Als Glaube definiert man das Fürwahrhalten ohne methodische Begründung. Auf welchen Fundamenten beruht Ihr Glaube?
STRAUB: Mein Fundament ist grundsätzlich und zentral gesehen Jesus Christus, der der Sohn Gottes ist. Durch sein Leben, sein Wirken und sein Sterben ist Gott immer bei uns. Wenn ich an ihm festhalte und seine bedingungslose Liebe und Hilfe annehme, lasse ich es zu, dass Gott mich stärkt und die Fähigkeit in mir wachsen lässt, geduldig zu sein. Denn nur weil ich bete, heißt das nicht, dass alles direkt so eintrifft, wie ich es mir erhoffe. Manchmal geht das Gebet eben nicht in Erfüllung – erst später erkenne ich dann, dass es vielleicht sogar gut war.

Es gibt Menschen, die nicht glauben. Können diese Menschen auch Gott um Hilfe oder um Nachsicht bitten?
STRAUB: Natürlich. Gott macht keinen Unterschied zwischen gläubigen und ungläubigen Menschen. Er ist einfach für alle da. Und er liebt alle gleich.

Wie anfangs erwähnt, wollen Sie römisch-katholische Priesterin werden. Das ist derzeit unmöglich. Sehen Sie sich als Revolutionärin, und wann wuchs in Ihnen dieser für Frauen nicht gerade alltägliche Wunsch?
STRAUB: Als ich eine Teenagerin war, keimte in mir der Wunsch, römisch-katholische Priesterin zu werden. Ich trage seit bald zwei Jahrzehnten diese Berufung in mir und setze mich seit etwas mehr als zehn Jahren für mehr Gleichberechtigung in der katholischen Kirche ein. Ich habe Theologie studiert und kenne die Diskussion um das Frauenpriestertum sehr gut und die Argumente, Frauen von kirchlichen Ämtern auszuschließen. Diese wurden schon von vielen Theolog:innen ausgehebelt. Gott macht keinen Unterschied zwischen den Geschlechtern.

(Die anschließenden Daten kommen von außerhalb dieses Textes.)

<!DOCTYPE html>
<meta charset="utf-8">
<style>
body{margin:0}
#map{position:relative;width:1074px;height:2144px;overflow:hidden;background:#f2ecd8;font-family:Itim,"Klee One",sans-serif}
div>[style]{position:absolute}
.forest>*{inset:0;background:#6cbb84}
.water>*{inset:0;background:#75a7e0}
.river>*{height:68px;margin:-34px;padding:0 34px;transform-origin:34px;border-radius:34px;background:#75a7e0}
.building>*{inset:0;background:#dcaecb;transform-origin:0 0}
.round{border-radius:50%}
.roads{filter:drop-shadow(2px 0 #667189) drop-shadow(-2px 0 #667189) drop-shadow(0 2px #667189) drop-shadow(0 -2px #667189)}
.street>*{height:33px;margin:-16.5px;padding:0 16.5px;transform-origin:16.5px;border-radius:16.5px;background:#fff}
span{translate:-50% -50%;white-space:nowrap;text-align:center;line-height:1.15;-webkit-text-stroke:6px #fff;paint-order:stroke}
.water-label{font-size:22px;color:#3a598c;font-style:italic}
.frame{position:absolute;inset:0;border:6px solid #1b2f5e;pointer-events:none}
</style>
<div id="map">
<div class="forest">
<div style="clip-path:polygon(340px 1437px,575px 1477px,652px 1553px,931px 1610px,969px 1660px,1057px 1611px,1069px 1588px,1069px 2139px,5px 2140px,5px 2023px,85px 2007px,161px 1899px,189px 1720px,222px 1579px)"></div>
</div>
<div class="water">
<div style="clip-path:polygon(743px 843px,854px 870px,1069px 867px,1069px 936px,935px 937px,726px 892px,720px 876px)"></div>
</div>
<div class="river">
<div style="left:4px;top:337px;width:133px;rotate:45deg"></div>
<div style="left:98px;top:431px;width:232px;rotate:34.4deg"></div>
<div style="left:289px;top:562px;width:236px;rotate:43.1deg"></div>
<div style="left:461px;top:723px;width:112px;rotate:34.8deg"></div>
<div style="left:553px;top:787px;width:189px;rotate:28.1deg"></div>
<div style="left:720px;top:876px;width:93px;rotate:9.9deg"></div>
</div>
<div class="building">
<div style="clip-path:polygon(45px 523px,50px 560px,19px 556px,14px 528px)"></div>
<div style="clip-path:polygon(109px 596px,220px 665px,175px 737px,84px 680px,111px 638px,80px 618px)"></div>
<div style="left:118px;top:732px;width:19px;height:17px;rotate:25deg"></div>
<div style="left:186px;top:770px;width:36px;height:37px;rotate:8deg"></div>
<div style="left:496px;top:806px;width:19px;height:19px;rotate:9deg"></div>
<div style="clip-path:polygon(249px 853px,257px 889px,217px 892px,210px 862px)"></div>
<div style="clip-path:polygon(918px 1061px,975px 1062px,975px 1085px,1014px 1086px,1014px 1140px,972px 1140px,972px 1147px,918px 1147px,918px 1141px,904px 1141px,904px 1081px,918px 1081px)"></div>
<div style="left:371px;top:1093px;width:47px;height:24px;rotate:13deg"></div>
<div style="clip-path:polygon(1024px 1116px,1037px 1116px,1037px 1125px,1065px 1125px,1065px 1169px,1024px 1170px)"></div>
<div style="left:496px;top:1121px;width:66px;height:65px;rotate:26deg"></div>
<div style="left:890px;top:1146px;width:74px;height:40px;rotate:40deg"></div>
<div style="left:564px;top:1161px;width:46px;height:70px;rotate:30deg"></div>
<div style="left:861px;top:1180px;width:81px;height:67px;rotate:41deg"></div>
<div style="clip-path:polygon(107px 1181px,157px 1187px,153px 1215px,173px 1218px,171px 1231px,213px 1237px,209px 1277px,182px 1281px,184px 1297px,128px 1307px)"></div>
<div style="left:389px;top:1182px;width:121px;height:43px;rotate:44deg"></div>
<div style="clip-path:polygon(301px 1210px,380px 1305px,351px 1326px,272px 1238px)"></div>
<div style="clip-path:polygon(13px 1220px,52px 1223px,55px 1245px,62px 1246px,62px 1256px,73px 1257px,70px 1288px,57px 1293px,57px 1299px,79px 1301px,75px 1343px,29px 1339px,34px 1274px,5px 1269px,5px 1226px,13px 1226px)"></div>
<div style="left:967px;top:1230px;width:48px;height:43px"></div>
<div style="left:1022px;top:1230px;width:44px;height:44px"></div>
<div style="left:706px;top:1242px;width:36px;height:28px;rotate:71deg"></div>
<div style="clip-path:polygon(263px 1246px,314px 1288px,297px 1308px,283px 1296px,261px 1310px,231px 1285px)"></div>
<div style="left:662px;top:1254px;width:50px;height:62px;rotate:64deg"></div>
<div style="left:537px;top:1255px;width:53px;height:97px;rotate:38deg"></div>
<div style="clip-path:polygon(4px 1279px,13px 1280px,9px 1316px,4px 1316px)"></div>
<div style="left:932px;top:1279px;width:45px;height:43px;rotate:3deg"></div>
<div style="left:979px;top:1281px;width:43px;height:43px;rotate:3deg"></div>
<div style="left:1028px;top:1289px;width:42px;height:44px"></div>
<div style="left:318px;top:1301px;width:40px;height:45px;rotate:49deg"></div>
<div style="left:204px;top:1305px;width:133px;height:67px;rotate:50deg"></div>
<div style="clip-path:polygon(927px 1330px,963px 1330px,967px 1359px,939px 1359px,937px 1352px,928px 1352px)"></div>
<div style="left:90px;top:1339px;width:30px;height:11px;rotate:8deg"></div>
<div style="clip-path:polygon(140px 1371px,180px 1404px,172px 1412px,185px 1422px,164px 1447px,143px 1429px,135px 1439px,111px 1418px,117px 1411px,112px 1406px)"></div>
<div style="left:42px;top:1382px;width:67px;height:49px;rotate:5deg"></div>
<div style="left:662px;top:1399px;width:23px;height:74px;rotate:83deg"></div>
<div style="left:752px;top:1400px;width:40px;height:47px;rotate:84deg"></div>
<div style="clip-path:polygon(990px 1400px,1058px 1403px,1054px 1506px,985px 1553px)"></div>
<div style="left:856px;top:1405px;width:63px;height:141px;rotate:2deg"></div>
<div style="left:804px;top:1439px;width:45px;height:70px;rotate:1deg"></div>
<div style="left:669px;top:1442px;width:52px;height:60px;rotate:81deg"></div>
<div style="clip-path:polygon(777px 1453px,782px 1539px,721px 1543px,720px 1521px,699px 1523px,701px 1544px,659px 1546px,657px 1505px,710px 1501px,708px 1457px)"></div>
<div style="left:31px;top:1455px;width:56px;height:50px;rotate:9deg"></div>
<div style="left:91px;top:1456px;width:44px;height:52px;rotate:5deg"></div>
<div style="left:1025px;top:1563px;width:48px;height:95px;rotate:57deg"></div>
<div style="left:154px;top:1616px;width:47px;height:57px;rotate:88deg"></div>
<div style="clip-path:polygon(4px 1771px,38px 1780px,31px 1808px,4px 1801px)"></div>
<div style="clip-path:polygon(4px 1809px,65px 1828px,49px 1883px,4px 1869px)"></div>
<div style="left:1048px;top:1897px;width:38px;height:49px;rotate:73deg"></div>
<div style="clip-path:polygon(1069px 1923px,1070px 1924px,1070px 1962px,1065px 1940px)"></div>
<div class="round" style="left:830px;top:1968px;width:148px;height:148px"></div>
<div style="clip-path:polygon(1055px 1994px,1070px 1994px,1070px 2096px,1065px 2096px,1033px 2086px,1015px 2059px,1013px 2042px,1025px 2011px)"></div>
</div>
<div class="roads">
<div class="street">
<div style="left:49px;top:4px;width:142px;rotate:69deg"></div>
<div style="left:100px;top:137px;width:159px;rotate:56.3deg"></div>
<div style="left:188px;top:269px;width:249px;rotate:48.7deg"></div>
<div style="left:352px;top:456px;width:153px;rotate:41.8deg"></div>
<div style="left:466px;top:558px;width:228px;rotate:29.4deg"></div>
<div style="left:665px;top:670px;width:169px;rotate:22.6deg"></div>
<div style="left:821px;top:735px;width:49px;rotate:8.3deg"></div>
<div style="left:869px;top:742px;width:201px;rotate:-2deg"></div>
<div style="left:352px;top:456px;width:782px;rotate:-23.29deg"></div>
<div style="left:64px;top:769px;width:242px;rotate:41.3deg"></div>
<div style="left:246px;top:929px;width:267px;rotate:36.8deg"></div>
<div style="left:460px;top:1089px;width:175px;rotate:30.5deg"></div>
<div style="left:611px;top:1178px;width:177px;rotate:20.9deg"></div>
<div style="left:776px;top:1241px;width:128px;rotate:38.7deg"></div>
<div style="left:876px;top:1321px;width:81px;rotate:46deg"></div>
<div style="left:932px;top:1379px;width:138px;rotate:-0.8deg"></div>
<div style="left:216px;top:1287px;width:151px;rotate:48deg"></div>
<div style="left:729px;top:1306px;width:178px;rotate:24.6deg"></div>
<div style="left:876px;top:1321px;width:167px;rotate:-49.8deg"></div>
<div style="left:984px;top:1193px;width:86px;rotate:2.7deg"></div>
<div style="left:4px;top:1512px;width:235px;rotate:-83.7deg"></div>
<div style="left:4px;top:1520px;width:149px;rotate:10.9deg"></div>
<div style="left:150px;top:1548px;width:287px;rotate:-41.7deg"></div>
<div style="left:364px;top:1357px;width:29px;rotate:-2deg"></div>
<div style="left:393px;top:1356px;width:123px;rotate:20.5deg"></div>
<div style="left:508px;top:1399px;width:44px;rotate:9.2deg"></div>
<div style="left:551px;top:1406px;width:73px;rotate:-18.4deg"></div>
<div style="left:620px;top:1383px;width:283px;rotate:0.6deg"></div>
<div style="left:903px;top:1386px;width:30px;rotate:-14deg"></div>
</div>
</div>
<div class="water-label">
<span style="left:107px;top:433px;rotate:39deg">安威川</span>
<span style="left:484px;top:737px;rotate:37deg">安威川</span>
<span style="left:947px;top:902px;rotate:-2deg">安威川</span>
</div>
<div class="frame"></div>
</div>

Er schaut auf das Herz eines Menschen. Ich sehe mich nicht als Revolutionärin. Eine etwaige Bezeichnung als Reformatorin würde mir auch nicht passen. Ich bin einfach nur eine motivierte Christin, die für ihren Traum – und jenen von vielen Frauen weltweit – kämpft.

Seit dem 13. März 2013 ist Papst Franziskus im Amt. Welche Hoffnung setzen Sie in ihn? Es ist ja bekannt, dass er eigene Wege beschreitet und oft kontroverse Denkanstöße liefert…
STRAUB: In den vergangenen Jahren hat Papst Franziskus es geschafft, dass offener über Tabuthemen nachgedacht und diskutiert wurde. Er hat den Weg zur offenen Diskussion geebnet. Das Frauenpriestertum wird er aber dennoch nicht einführen. Er hat zu viele andere Baustellen.

Hätte die katholische Kirche weniger Probleme mit Missbrauch, wenn keine Pflicht zum Zölibat bestünde?STRAUB: Der Zölibat an sich ist nicht ausschließlich für den himmelschreienden Missbrauch in der Kirche verantwortlich. Dennoch ist der Zölibat ein Faktor, der den Missbrauch begünstigt hat. Denn geschlossene männerbündische Systeme sind anfällig für Machtmissbrauch. Dieses System hat es erlaubt, dass Verbrechen vertuscht wurden und noch immer werden. Daher braucht es eine Öffnung – die Möglichkeit zu heiraten, aber auch Frauen in diesen Ämtern.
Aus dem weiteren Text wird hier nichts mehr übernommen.